КЛЕИТЕ МАРКУ В ПРАВОМ ВЕРХНЕМ УГЛУ.
ОБЛЕГЧАЙТЕ РАБОТУ ПОЧТОВЫХ СЛУЖАЩИХ.
 
   Мой друг присаживается к длинному столу, оклеенному черной клеенкой и окапанному фиолетовыми чернилами. Он пишет адрес круглыми буквами, располагающимися на бумаге как поссорившиеся супруги в кровати: «Минск. Октябрьская ул. II, Ядзе Пширыжецкой». (Лео все еще питает надежду освободиться от угрызений совести.)
   Написав, переворачивает письмо и, оглянувшись по сторонам, наклеивает марку посередине конверта.
   Он говорит:
   — Каждый свергает советскую власть и борется с социалистическим строительством как умеет.
   У меня является прекрасное желание кинуться в будку телефона-автомата и вызвать «ГПУ».
   Если бы Лео на моих глазах заряжал адскую машину для взрыва Кремля, у меня не явилось бы такого желания: «Фи! Донос».
   Смертна ли принавычившаяся в нас «мещанская мораль»?
   Однако и в случае «с маркой» я не сделал того, что следовало. Позор! Мои резиновые губы растянулись в улыбку, почти одобрительную.
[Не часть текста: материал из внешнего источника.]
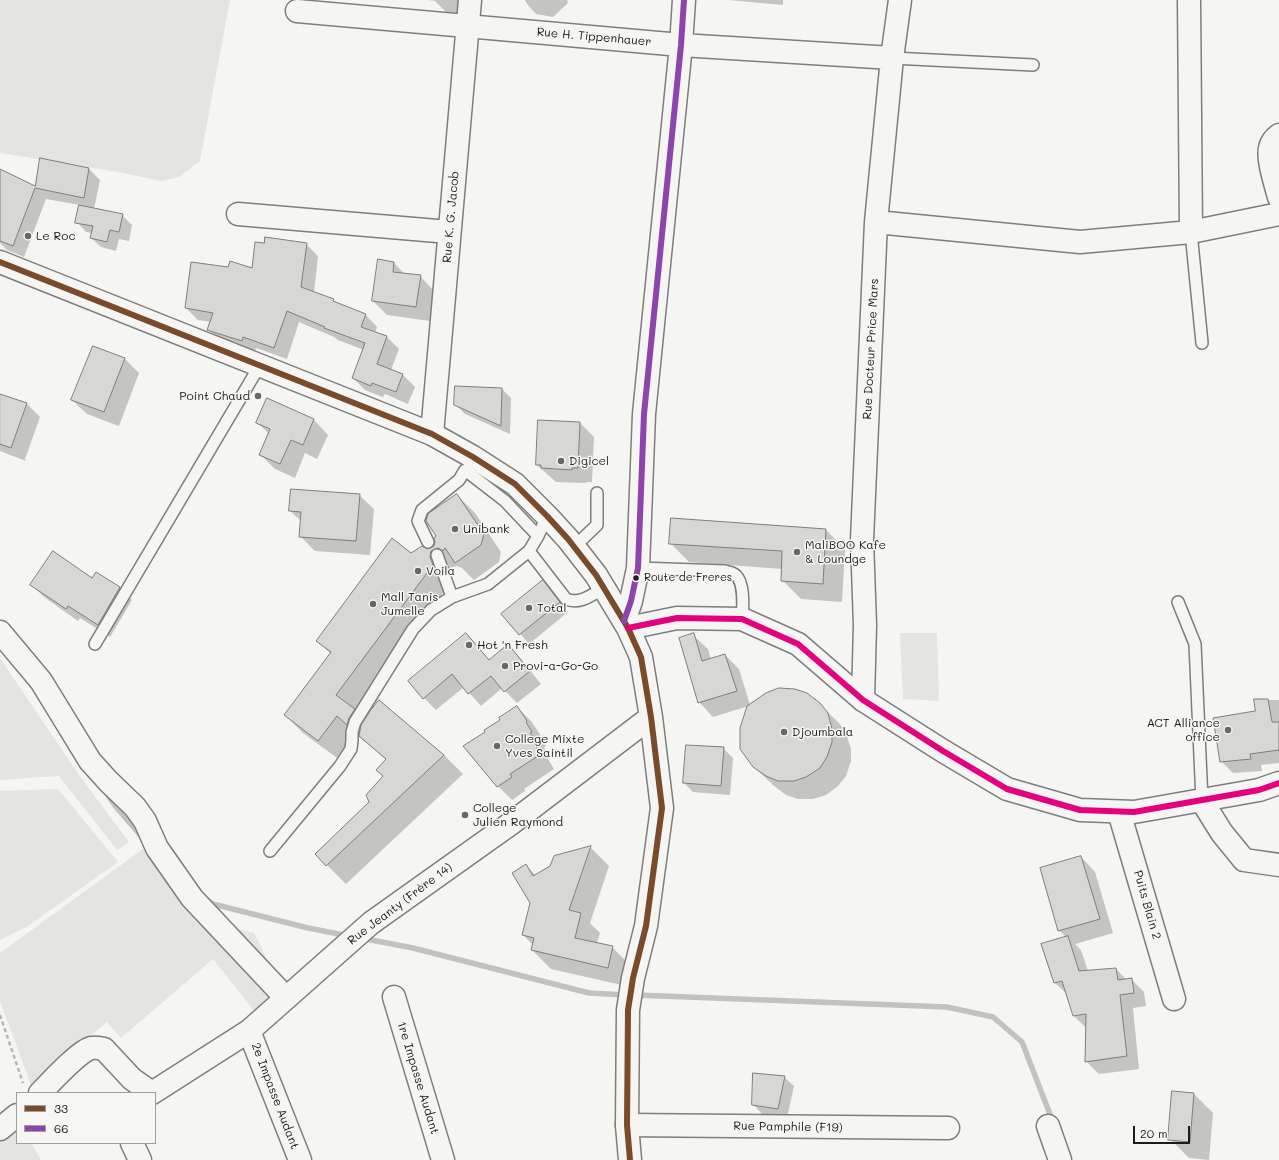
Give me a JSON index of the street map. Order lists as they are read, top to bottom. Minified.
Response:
{"streets":{"street":["Rue H. Tippenhauer","Rue K. G. Jacob","Rue Docteur Price Mars","Rue Jeanty (Frère 14)","Puits Blain 2","1re Impasse Audant","2e Impasse Audant","Rue Pamphile (F19)"]},"crossings":[["Rue H. Tippenhauer","Rue K. G. Jacob"],["Rue H. Tippenhauer","Rue Docteur Price Mars"],["Rue Jeanty (Frère 14)","2e Impasse Audant"]],"places":["Le Roc","Point Chaud","Digicel","Unibank","MaliBOO Kafe & Loundge","Voila","Route de Freres","Mall Tanis Jumelle","Total","Hot 'n Fresh","Provi-a-Go-Go","ACT Alliance office","Djoumbala","College Mixte Yves Saintil","College Julien Raymond"],"lines":["transit line 66","transit line 33"],"legend":["33","66"],"scale_bar":"20 m"}
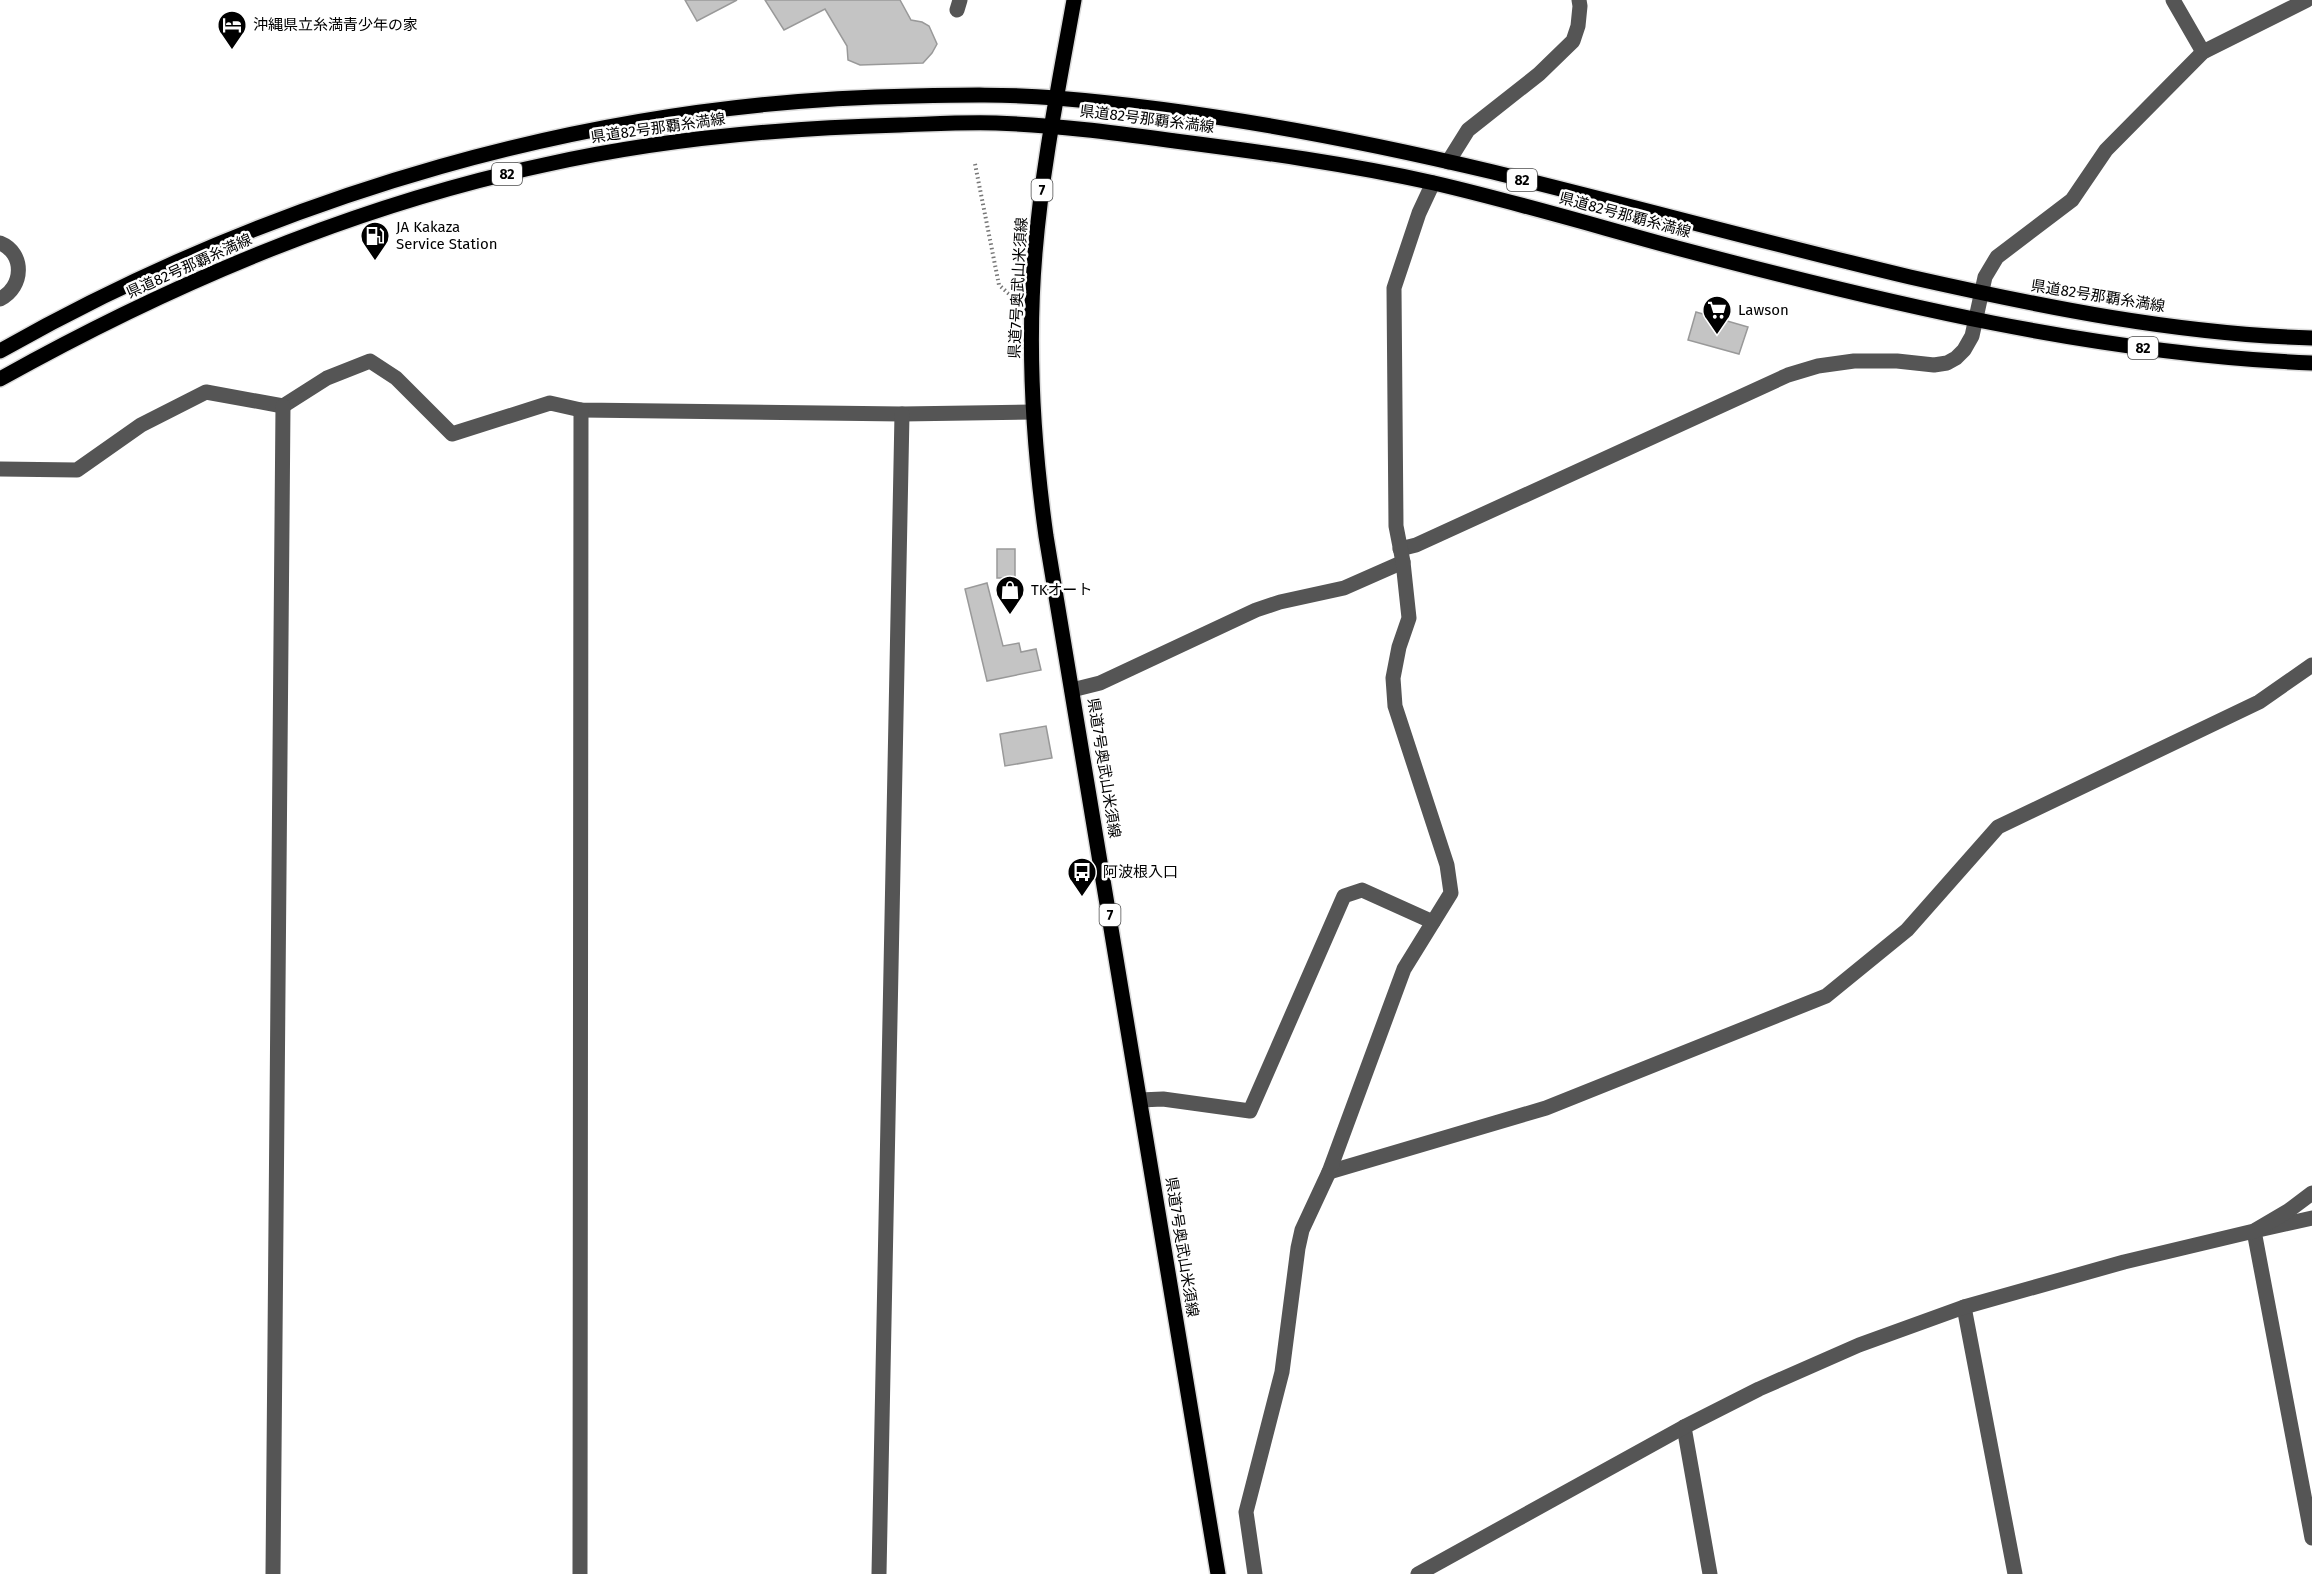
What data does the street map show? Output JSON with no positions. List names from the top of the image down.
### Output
{
  "streets": {
    "main road": [
      "県道82号那覇糸満線",
      "82",
      "7",
      "県道7号奥武山米須線"
    ]
  },
  "crossings": [
    ["県道82号那覇糸満線", "県道7号奥武山米須線"]
  ],
  "places": {
    "hotel": ["沖縄県立糸満青少年の家"],
    "fuel station": ["JA Kakaza Service Station"],
    "supermarket": ["Lawson"],
    "shop": ["TKオート"],
    "bus stop": ["阿波根入口"]
  }
}
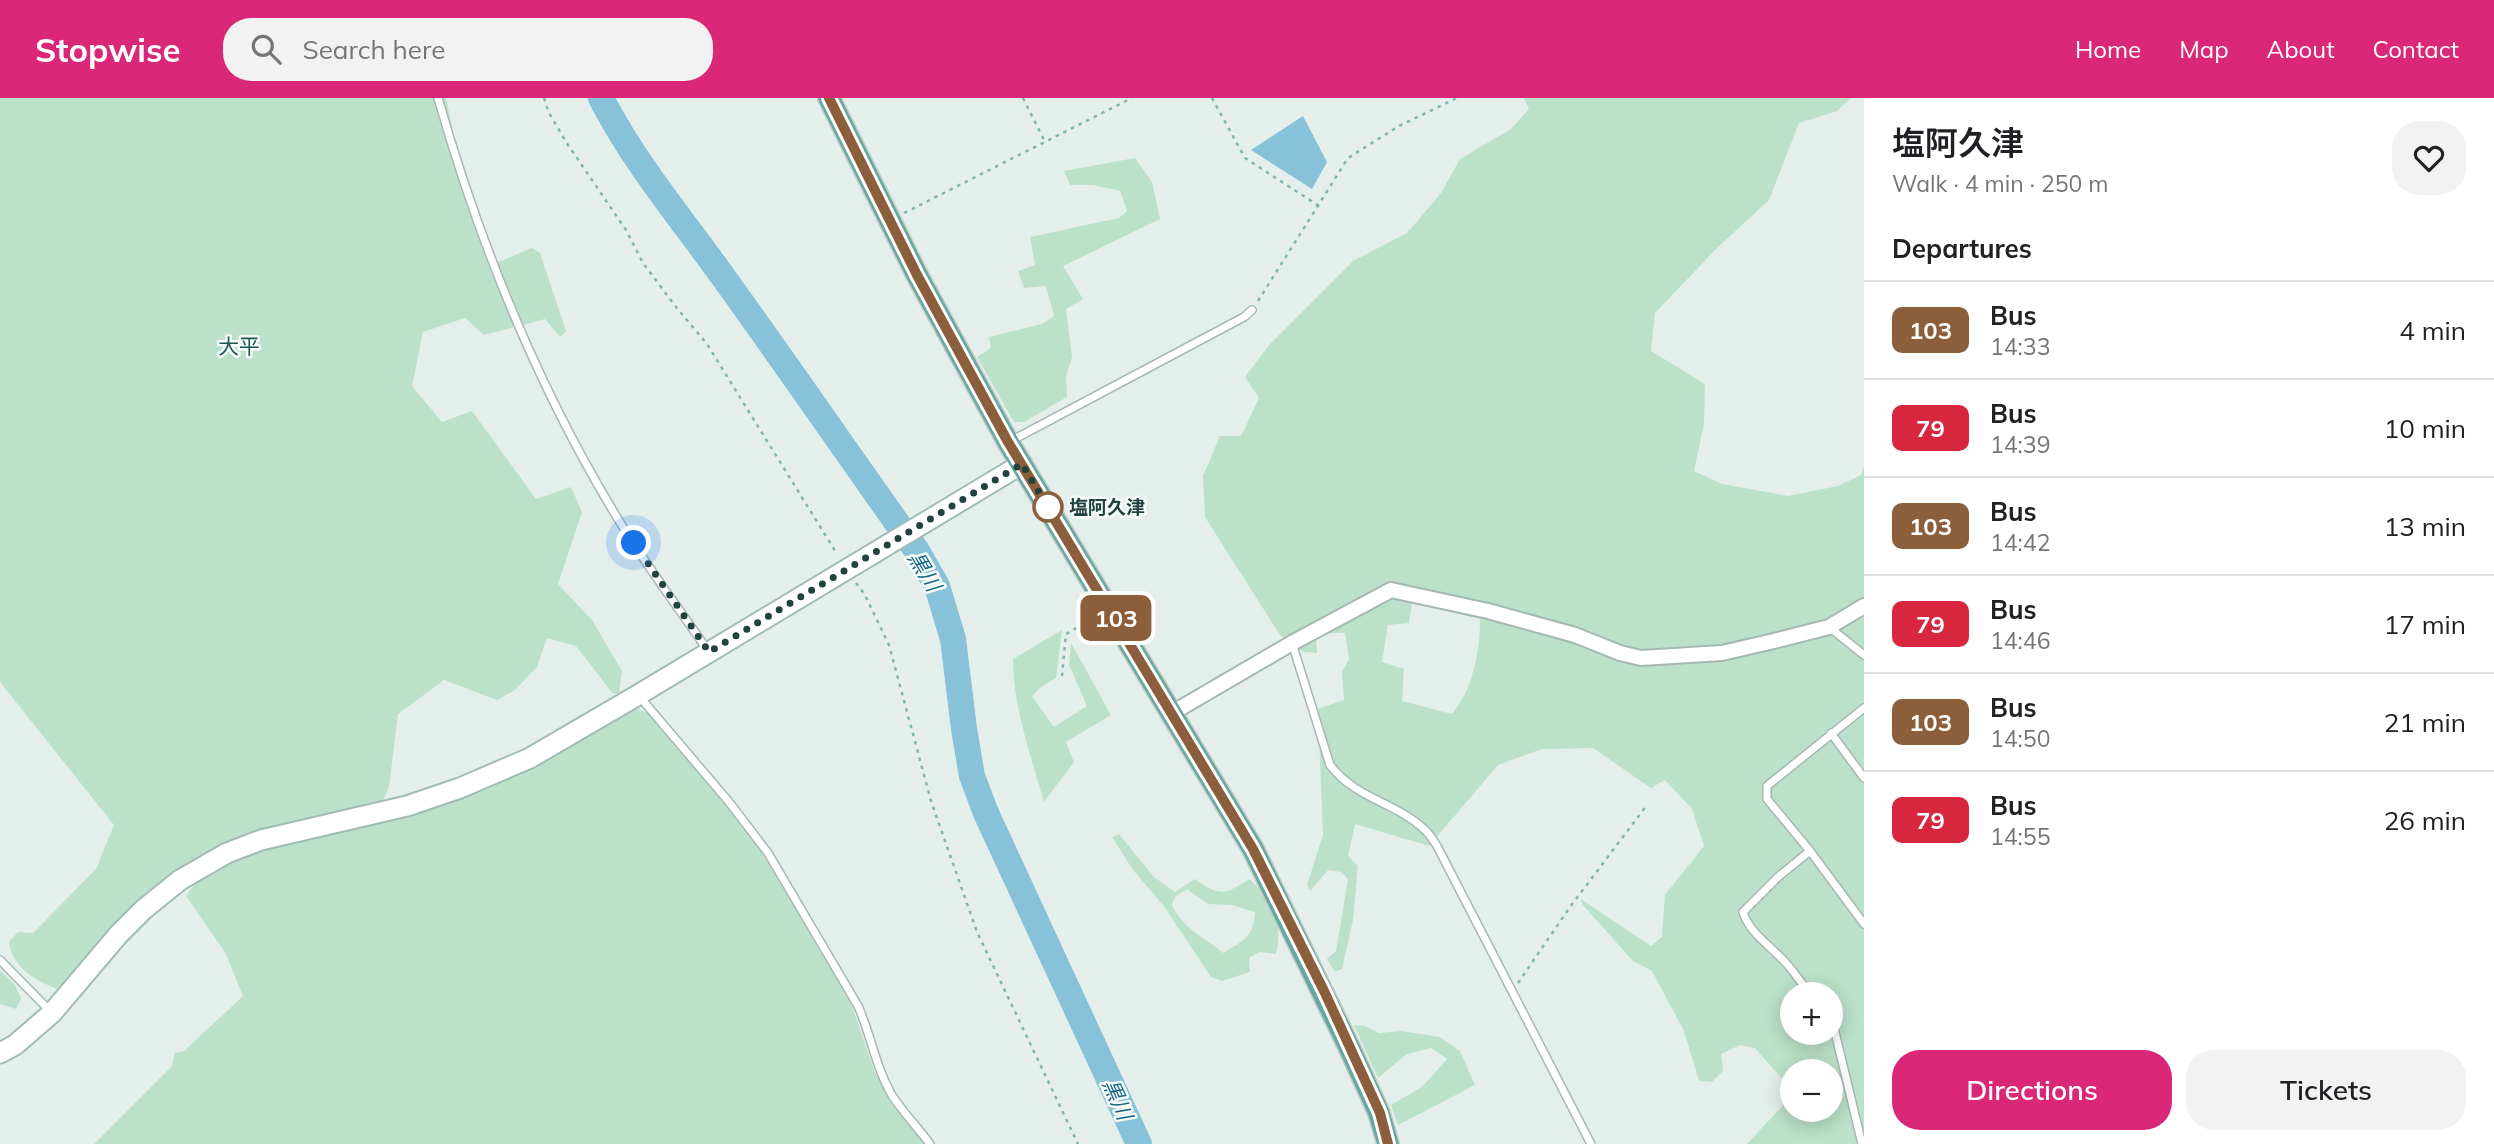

   Нечто схожее происходит со мной во время писания докладов, рапортов, резолюций. Когда перо бежит без размысливаний, я никогда не грешу орфографической ошибкой; но стоит запнуться в слове, потереть лоб над буквой, и в самом простом случае я промахнусь с непростительностью дошкольника.
 
6
 
   В обширном кресле с сигарой в зубах и с напильничком для ногтей в чересчур длинных пальцах Лео иногда разговаривал с глазу на глаз высокими и щеголеватыми фразами:
   — Эта несносная революция, как железнодорожный вор, вторично крадет у снисходительной улицы ее многообещающих, как реклама, женщин, обласканных рыжими куницами, золотистыми соболями, вкрадчивыми кротами, непорочными горностаями и каракулями, курчавыми, как семиты; ее породистых мужчин — в белоснежных кашне, пенящихся над бобровыми воротниками, подобно взбитым сливкам в стаканах кофе; ее автомобили — нетерпеливые, как биржа; рестораны, величественные и молитвенные, как храмы, и храмы, шикарные, как кабаки; рысаков, более статных, чем гвардейские офицеры; витрины, ласкательно сияющие чужим счастьем; фоксов и булей — в барсовых ошейниках; фонари — в нимбах, как святые.
   И он снял с сигары кольцо нежно, как с пальца женщины, принадлежащей другому.
   вижу, что мой добрый знакомый увешан тючками, сверточками и кулечками. Мне еще ни разу не ответили трагическим анекдотом: «Дела? А вы знаете, Михаил Степанович, что такое г…? Ну так это — к о м п о т по сравнению с моими делами».
   Я бегу от милиционерского поста.
   Серые стены бывш. Благородного собрания оклеены туманом, тенями, золотыми бумажками фонарей и афишами горлопастыми: «Шпре-егарт. Шпреегарт. Шпреегарт».
   На панели толпятся девушки с красными руками и юноши с такими глазами, что я недоумеваю, почему не пахнет палеными ресницами и горелым мясом.
   Слова у моего друга красные, как руки девушек.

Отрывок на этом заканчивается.